In the video, he told the jurors their service would help "either families of the accused or families of victims who need you to be here to make this process move faster."

"The tears we've shed with families are real," he says. "The service you are going to give them is real."

Buckley’s client, 52-year-old Itani Milleni, is accused of killing his estranged wife in a staged robbery at her beauty school in 2015. His trial began last week. According to Buckley, jurors from the appreciation week event were picked for that trial.

The lawyer called the messaging at the speaking event inappropriate.

“Frankly, anybody in her position would absolutely know that this is a violation of state and federal law, that it is a conspiracy against my client’s civil rights to a fair and impartial jury,” he said of Burgess. “In over two decades of trying cases it is the most egregious and outrageous example of attempted jury tampering that I’ve ever seen.”

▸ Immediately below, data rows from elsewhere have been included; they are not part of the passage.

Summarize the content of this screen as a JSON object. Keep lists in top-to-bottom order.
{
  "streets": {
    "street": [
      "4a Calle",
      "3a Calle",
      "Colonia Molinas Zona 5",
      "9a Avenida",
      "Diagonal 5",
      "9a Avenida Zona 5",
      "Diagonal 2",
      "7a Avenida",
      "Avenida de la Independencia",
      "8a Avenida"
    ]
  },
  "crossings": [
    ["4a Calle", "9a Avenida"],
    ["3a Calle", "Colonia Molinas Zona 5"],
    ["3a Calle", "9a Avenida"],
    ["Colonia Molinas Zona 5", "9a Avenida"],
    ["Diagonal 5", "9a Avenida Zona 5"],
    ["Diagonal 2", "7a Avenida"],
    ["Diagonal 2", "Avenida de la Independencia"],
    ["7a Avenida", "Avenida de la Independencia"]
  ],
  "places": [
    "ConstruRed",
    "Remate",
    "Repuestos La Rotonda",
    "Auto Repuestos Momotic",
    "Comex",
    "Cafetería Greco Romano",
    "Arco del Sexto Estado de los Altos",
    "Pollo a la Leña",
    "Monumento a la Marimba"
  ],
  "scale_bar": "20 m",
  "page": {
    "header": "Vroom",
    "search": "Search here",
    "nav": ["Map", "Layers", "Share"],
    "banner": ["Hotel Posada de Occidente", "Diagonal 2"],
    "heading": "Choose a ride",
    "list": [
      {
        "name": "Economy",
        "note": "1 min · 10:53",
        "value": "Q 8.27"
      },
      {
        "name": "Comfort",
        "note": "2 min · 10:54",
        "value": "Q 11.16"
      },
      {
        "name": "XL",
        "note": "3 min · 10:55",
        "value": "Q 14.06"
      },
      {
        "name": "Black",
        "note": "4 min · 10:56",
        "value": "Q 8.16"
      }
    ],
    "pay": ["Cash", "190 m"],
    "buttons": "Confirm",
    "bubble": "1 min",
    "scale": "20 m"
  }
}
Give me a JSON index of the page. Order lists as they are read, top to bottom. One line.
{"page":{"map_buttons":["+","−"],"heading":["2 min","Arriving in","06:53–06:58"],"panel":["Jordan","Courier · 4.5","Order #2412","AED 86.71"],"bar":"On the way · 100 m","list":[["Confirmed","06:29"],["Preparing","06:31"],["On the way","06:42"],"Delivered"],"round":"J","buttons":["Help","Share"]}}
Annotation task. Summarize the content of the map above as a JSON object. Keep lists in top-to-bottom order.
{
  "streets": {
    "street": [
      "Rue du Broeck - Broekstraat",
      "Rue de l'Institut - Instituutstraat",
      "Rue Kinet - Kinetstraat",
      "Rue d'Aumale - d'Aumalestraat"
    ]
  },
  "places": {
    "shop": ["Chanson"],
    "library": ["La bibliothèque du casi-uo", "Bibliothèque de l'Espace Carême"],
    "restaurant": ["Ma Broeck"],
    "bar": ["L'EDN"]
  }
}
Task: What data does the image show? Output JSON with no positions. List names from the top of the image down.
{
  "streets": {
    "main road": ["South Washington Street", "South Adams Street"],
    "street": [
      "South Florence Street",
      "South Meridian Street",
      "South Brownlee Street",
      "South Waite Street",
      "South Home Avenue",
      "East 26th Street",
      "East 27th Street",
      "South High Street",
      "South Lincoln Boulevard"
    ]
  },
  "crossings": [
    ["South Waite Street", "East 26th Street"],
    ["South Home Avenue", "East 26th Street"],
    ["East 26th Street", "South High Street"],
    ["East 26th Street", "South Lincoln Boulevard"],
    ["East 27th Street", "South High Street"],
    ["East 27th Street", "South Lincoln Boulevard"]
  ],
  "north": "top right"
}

It is not clear whether prosecutors with Harris County District Attorney Kim Ogg’s office were aware of the comments made at the event. Dane Schiller, a spokesman for Ogg, declined to answer specific questions about the event or her communications with Burgess.

He did confirm that the DA’s office planned to retry the case.

“We will do all we can to protect society from this defendant, who is accused of a vicious murder,” Schiller said. “We will not be deterred in our efforts to see that all the facts are presented to a jury in a fair trial and that justice is done.”

In a previous version of this story, Houston Public Media declined to publish the name of one of the speakers captured on video, because the edited clip provided no further context of the remarks. That speaker, Re'Chelle Turner, has since been publicly identified by another news outlet.